Granular annual gender pay gap reporting
The EC’s draft directive would legally compel employers with at least 250 employees to publish an annual gender pay gap report containing the following information:
- The proportion of female and male workers receiving complementary or variable components.
- The proportion of female and male workers in each quartile pay band. This would involve ranking all employees based on their gross pay, from highest to lowest, dividing the workforce into four groups of equal size and calculating the proportion of men and women in each group.
- The average and the median pay gap between all female and male workers – broken down by basic salary and complementary or variable components, such as cars, bonuses, overtime allowance, benefits in kind and pension contributions.
- The pay gap between female and male workers by categories of workers with similar value of work. Gender-neutral job evaluation and classification criteria include educational, professional and training requirements; skills; effort and responsibility; work undertaken; and the nature of the tasks involved.
The reporting and compliance liability will be even greater for organizations where there is a gender pay gap of 5% or higher, which cannot be justified using objective and gender-neutral criteria. In these instances, the organization will have to embark upon a full pay assessment exercise in partnership with their employees’ representatives.
Taking pre-emptive action on pay inequality
Martha Cook is EY EMEIA Total Reward Center of Excellence Leader, People Advisory Services. She says that, due to the tight timeframe, companies based in the EU should presume the EC’s proposed directive will pass into law, and should therefore start taking action as soon as possible.
“Organizations are well advised to focus primarily on two key workstreams,” Cook says. “First, extracting the data necessary to comply with gender pay gap reporting requirements, and secondly, using that data to address their internal gender pay gaps and mitigate potential financial and reputational risks.”
Data extraction poses a real challenge for organizations, especially for complex multinational organizations spread across multiple jurisdictions running multiple payrolls. Martin Reynolds, Senior Manager, UK and Ireland Total Reward Advisory at Ernst & Young LLP, explains that collating fringe benefit information also poses a challenge given that these programs typically have separate administrators and reporting mechanisms.
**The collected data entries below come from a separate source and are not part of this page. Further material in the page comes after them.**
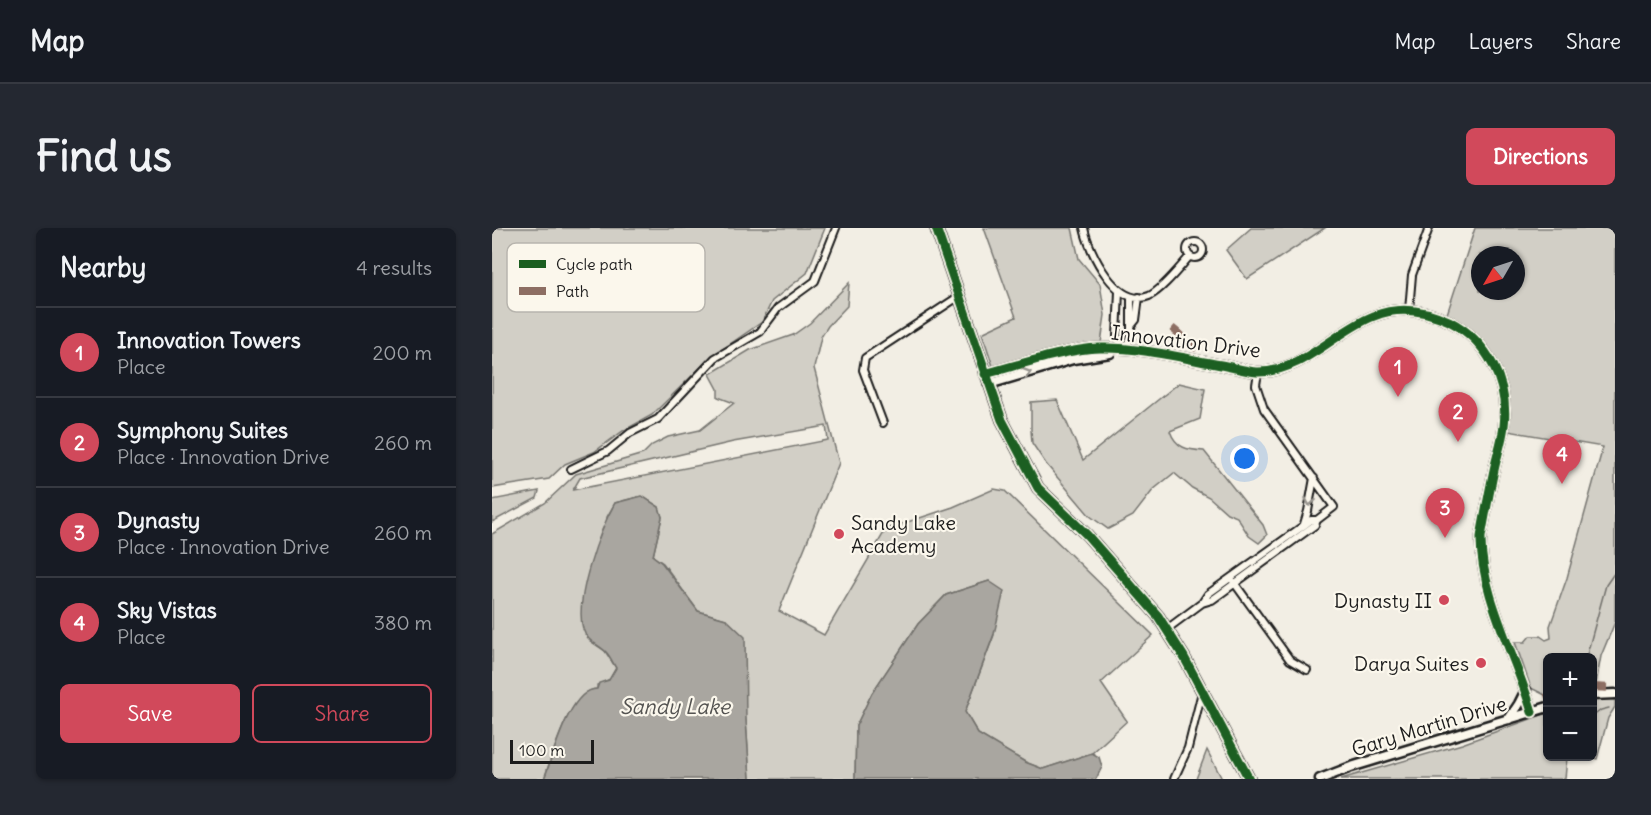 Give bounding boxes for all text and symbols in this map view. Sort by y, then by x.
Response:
text: Map [30,23,84,59]
text: Map [1395,28,1435,55]
text: Layers [1468,28,1533,55]
text: Share [1566,28,1621,55]
button: Directions [1466,128,1615,185]
text: Find us [36,130,172,182]
legend [507,243,705,312]
north arrow [1471,246,1525,300]
text: Nearby [60,251,146,284]
text: Cycle path [556,254,632,274]
text: 4 results [356,255,432,280]
text: Path [556,281,589,301]
street label: Innovation Drive [1110,319,1262,363]
text: Innovation Towers [117,326,301,354]
text: 1 [76,340,83,365]
text: 200 m [372,340,432,365]
pin: 1 [1378,348,1418,397]
text: Place [117,354,165,379]
one-way arrow [1021,368,1032,380]
pin: 2 [1438,392,1478,442]
text: Symphony Suites [117,416,288,444]
text: 2 [74,430,85,455]
text: 260 m [374,430,432,455]
pin: 4 [1542,434,1582,484]
text: Place · Innovation Drive [117,444,329,469]
your location [1230,444,1259,473]
pin: 3 [1426,488,1464,538]
one-way arrow [1304,497,1317,507]
text: Dynasty [117,506,200,534]
place label: Sandy Lake Academy [851,510,956,558]
text: 3 [74,520,85,545]
text: 260 m [374,520,432,545]
marker: Sandy Lake Academy [832,527,846,541]
text: Place · Innovation Drive [117,534,329,559]
place label: Dynasty II [1334,588,1432,613]
marker: Dynasty II [1437,593,1451,607]
text: Sky Vistas [117,596,217,624]
text: 4 [74,610,85,635]
text: 380 m [374,610,432,635]
text: Place [117,624,165,649]
place label: Darya Suites [1354,651,1469,676]
map controls [1543,653,1597,761]
button: + [1543,653,1597,707]
marker: Darya Suites [1474,656,1488,670]
button: Save [60,684,240,743]
button: Share [252,684,432,743]
street label: Gary Martin Drive [1349,691,1509,761]
water label: Sandy Lake [620,693,732,720]
button: − [1543,707,1597,761]
scale bar [510,737,594,764]
text: 100 m [519,740,564,760]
“From our experience in assisting companies with gender pay reporting regulations in the UK, preparing the data for analysis is half the battle,” Reynolds says. “We would advise companies to run a simulation of the regulations as soon as possible.”
Using data to tackle the pay gap
Companies will most likely be aware if a gender pay gap exists within their organization, especially if they are based in jurisdictions such as the US and UK, where top-level reporting is already required. Few organizations, however, currently invest the time and effort needed to fully understand what is driving such inequality. The proposed EC directive, however, will shift the center of gravity. Companies will be obliged to collate pay gap data so that, by default, they will have the insights to start addressing the problem.
The reasons behind pay inequality can be complex and often objective and gender-neutral factors can justify these disparities. However, Cook suggests that companies not only use the data required by the new directive to tackle pay gaps, but also to conduct a root-cause analysis of the underlying triggers. They should also use it to better understand their employees in an effort to improve wellbeing, engagement and organizational health.
“I think that if or when the directive becomes law, most companies will initially view it as a compliance exercise,” Cook says. “This is understandable, but there is also a golden opportunity here to undertake a deeper, more holistic analytics dive.”
According to the EY 2022 Work Reimagined Survey, 20% of employees said that addressing pay equity is the single most important action a company can take to improve diversity, equity and inclusion (DE&I). Employers surveyed agreed on the need for action to improve DE&I, but the largest number of employers (17%) instead cited reviewing hiring criteria.
In any case, gathering and using data to drive DE&I solutions could ultimately lead to increased employee retention, higher productivity and reduced expenditures.
Conclusion
The draft EC directive has elevated the gender pay gap from an important HR issue to one that now deserves full C-suite attention. With an estimated two years until the directive could pass into law, companies may consider fast tracking the process of assessing and addressing any pay inequality issues that may exist, making incremental adjustments as required, and introducing guardrails to prevent future issues.
“Companies can start baking these adjustments into their compensation planning cycles,” Cook says. “This will enable them to slow, accelerate or defer pay increases where necessary to rectify areas of inequality.”
“Going forward, gender pay and reward calibration is going to become a key part of corporates’ annual hygiene routine. We know this EU legislation is going to come, with or without any revisions. Organizations that act as though it has already passed into law and start to lean into the compliance aspect will save time, energy and money in the long run.”
Rather than viewing the directive as an onerous compliance liability, leading companies are treating it as an opportunity to be proactive about pay equality in a way that places fairness and inclusion at the center of their employee value propositions. After all, if organizations don’t proactively take ownership of their pay story, there is a real risk someone else will.